=== Section Start ===

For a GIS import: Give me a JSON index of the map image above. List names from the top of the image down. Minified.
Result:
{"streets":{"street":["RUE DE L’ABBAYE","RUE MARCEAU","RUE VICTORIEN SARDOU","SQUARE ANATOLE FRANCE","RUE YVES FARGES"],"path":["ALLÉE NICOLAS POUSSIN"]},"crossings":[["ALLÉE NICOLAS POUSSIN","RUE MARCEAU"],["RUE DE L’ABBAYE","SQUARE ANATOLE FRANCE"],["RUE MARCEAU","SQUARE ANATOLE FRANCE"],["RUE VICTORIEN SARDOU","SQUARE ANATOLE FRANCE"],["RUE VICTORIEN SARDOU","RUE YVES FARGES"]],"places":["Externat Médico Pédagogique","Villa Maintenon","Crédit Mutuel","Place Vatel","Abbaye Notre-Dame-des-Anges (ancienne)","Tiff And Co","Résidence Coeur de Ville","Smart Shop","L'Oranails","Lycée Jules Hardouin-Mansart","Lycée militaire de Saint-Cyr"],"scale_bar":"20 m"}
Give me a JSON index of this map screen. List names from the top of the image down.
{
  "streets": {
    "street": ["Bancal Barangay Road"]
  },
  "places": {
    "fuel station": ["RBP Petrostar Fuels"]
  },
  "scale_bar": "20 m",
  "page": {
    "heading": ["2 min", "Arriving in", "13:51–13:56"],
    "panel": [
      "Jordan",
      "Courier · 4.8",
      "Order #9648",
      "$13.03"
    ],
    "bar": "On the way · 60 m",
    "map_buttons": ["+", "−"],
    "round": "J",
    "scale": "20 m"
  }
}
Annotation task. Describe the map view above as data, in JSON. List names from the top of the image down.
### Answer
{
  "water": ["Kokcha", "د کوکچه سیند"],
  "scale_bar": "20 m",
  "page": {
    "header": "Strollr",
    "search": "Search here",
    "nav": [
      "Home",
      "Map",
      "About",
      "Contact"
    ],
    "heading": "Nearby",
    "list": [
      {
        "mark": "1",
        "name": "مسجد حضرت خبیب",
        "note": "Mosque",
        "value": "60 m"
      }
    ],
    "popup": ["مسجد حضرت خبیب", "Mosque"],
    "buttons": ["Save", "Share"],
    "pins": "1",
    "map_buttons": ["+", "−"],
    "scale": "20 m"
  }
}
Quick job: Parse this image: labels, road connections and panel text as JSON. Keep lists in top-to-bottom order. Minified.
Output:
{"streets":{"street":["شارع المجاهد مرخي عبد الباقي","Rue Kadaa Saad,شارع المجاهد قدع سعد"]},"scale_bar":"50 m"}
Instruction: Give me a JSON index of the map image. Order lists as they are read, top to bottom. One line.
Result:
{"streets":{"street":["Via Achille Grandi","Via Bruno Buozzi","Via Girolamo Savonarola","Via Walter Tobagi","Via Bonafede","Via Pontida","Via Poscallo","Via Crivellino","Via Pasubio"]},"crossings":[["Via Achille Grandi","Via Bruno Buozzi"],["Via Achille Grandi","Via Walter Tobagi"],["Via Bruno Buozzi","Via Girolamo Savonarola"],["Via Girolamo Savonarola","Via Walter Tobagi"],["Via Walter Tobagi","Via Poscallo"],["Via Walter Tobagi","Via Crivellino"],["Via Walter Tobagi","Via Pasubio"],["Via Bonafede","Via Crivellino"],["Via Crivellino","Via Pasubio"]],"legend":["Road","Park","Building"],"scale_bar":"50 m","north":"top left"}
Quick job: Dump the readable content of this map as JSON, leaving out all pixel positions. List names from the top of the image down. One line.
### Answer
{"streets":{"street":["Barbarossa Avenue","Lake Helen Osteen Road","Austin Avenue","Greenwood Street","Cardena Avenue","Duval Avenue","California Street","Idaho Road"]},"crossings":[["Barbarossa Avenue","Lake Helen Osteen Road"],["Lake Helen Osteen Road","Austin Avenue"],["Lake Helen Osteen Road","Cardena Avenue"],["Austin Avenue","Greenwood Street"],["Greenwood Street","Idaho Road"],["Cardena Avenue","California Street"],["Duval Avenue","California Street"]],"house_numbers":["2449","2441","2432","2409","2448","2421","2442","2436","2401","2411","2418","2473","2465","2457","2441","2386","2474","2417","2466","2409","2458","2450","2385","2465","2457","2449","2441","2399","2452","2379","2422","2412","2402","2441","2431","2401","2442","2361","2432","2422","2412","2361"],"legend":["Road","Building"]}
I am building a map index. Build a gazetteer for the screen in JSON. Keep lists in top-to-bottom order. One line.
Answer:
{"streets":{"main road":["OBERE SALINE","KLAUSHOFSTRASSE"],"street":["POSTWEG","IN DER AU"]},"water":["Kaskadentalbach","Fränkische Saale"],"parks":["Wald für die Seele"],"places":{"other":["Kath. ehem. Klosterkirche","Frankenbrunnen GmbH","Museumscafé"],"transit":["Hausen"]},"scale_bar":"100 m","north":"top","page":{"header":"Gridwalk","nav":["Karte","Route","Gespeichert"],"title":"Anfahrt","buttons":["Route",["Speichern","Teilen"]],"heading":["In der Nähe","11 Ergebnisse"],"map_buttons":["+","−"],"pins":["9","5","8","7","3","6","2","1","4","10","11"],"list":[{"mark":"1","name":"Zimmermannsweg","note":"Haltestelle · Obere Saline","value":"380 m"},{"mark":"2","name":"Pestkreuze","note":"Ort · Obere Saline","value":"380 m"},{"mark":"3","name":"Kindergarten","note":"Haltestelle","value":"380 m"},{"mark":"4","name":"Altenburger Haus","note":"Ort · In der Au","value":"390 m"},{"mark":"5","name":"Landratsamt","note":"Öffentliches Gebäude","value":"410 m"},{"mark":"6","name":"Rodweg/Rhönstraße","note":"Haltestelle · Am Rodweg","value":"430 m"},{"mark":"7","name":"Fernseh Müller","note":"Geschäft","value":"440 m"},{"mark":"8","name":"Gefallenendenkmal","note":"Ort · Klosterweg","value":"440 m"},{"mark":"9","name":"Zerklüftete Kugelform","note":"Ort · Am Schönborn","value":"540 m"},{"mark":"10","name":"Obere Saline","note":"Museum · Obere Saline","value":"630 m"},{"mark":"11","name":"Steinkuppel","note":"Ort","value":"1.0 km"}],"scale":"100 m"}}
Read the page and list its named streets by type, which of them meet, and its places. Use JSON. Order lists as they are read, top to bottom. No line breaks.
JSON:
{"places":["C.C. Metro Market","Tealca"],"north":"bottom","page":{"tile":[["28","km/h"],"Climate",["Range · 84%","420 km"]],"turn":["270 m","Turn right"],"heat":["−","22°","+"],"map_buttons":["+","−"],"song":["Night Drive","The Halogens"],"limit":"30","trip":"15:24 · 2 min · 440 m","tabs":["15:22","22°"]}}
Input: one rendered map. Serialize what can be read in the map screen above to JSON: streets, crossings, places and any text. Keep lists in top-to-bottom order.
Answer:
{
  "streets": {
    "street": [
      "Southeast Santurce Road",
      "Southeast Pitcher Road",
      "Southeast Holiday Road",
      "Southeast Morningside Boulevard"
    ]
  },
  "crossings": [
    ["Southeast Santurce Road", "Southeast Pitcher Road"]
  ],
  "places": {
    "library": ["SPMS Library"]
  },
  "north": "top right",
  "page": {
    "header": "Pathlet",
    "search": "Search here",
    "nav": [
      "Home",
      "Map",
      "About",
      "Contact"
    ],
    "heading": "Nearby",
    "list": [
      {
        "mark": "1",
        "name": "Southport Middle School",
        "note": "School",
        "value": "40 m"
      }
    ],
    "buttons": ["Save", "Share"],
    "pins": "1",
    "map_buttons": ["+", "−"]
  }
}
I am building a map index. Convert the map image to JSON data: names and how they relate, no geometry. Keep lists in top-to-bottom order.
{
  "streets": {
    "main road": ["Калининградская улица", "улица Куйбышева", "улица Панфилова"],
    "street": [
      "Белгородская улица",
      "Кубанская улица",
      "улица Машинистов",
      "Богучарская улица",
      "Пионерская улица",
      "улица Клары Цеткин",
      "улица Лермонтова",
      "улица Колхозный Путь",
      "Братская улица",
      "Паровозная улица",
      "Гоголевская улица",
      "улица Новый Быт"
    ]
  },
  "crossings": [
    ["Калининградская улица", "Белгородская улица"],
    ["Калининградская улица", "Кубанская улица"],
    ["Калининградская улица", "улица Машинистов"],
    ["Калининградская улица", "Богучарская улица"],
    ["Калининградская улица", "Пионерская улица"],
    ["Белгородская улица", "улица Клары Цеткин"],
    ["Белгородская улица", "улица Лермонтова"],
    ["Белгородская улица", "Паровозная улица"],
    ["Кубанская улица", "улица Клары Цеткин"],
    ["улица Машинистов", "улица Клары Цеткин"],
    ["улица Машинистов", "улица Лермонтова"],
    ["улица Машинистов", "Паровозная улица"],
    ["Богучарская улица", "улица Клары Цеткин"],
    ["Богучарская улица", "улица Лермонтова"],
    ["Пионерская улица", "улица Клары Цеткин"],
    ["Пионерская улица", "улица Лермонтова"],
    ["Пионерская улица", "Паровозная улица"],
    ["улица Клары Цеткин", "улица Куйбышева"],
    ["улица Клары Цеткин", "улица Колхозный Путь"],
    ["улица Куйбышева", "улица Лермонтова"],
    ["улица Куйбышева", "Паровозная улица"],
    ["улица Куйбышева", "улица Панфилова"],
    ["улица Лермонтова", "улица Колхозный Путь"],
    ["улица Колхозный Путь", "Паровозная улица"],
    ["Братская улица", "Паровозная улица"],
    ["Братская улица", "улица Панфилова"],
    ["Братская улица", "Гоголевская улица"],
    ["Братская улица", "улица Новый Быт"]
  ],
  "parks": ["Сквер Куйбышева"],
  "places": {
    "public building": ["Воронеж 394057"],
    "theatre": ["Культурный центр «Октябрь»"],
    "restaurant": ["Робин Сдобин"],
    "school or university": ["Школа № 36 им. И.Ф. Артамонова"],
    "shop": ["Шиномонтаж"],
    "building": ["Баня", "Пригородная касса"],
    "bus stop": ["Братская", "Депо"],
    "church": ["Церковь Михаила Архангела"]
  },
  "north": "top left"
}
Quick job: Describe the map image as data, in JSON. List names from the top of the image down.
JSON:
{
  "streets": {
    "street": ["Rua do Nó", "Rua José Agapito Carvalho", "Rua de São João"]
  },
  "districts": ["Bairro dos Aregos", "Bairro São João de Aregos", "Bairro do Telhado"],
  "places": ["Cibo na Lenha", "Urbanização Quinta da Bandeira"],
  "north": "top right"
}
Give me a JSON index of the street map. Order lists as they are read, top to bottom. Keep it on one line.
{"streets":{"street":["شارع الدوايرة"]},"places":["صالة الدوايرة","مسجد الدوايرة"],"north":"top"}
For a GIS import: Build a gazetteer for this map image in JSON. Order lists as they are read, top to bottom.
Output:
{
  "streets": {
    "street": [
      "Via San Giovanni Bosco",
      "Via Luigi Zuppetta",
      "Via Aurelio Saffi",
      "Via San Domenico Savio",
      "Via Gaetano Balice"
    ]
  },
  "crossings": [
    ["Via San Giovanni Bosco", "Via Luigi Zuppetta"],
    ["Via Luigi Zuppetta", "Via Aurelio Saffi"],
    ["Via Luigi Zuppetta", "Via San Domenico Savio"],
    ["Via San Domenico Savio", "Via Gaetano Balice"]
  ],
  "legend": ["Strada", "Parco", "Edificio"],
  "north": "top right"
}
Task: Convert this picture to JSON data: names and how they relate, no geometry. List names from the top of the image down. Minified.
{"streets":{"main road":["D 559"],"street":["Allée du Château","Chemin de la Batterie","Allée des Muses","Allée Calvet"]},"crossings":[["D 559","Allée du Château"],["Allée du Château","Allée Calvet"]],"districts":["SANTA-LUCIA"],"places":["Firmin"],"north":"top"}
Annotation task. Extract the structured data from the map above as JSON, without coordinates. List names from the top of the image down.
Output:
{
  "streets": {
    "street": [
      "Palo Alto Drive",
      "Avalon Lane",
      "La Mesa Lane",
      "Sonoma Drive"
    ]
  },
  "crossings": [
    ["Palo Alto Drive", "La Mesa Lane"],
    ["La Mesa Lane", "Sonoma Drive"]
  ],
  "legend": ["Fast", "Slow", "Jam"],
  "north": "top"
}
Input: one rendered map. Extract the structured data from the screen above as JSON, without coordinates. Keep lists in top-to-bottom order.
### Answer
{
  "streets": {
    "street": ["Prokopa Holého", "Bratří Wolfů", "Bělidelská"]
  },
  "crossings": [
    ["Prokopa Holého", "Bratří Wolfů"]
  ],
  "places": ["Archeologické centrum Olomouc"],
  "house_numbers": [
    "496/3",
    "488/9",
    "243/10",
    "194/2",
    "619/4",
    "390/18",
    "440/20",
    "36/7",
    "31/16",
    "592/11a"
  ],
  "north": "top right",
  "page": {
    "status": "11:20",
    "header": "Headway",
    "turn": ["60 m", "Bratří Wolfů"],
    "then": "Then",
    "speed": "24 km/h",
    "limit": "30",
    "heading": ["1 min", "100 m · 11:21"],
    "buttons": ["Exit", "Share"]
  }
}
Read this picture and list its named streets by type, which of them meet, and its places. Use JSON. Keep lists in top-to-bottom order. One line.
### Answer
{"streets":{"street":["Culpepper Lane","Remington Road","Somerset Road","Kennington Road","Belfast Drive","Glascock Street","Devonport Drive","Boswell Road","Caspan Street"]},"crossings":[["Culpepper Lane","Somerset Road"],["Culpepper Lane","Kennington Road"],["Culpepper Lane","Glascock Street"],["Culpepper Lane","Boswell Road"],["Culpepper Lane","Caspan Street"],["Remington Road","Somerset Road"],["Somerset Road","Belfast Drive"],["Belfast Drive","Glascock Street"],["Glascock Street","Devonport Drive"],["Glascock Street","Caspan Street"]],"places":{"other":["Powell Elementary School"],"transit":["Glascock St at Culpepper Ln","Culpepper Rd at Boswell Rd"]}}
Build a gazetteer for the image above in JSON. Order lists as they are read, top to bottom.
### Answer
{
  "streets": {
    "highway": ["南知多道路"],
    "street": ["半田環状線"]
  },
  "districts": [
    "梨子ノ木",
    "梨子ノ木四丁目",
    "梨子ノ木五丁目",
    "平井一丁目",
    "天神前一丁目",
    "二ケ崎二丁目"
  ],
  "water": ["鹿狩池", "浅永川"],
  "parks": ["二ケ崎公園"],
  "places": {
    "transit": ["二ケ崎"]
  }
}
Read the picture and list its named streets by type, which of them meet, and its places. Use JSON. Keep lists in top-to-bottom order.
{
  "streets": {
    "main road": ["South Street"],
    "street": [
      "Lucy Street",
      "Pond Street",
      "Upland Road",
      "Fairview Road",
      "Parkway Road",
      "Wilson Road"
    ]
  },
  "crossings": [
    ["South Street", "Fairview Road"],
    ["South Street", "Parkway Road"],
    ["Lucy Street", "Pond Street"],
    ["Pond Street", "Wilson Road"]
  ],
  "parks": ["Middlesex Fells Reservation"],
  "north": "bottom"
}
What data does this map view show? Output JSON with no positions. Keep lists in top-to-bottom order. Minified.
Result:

=== Section End ===

→ EXERCISE OBJECTIVE
Repeat only what lies between the first line of the data and the line containing "Annotation task. Describe", both of those lines included, exactly as it stands.

→ EXERCISE RESULT
For a GIS import: Give me a JSON index of the map image above. List names from the top of the image down. Minified.
Result:
{"streets":{"street":["RUE DE L’ABBAYE","RUE MARCEAU","RUE VICTORIEN SARDOU","SQUARE ANATOLE FRANCE","RUE YVES FARGES"],"path":["ALLÉE NICOLAS POUSSIN"]},"crossings":[["ALLÉE NICOLAS POUSSIN","RUE MARCEAU"],["RUE DE L’ABBAYE","SQUARE ANATOLE FRANCE"],["RUE MARCEAU","SQUARE ANATOLE FRANCE"],["RUE VICTORIEN SARDOU","SQUARE ANATOLE FRANCE"],["RUE VICTORIEN SARDOU","RUE YVES FARGES"]],"places":["Externat Médico Pédagogique","Villa Maintenon","Crédit Mutuel","Place Vatel","Abbaye Notre-Dame-des-Anges (ancienne)","Tiff And Co","Résidence Coeur de Ville","Smart Shop","L'Oranails","Lycée Jules Hardouin-Mansart","Lycée militaire de Saint-Cyr"],"scale_bar":"20 m"}
Give me a JSON index of this map screen. List names from the top of the image down.
{
  "streets": {
    "street": ["Bancal Barangay Road"]
  },
  "places": {
    "fuel station": ["RBP Petrostar Fuels"]
  },
  "scale_bar": "20 m",
  "page": {
    "heading": ["2 min", "Arriving in", "13:51–13:56"],
    "panel": [
      "Jordan",
      "Courier · 4.8",
      "Order #9648",
      "$13.03"
    ],
    "bar": "On the way · 60 m",
    "map_buttons": ["+", "−"],
    "round": "J",
    "scale": "20 m"
  }
}
Annotation task. Describe the map view above as data, in JSON. List names from the top of the image down.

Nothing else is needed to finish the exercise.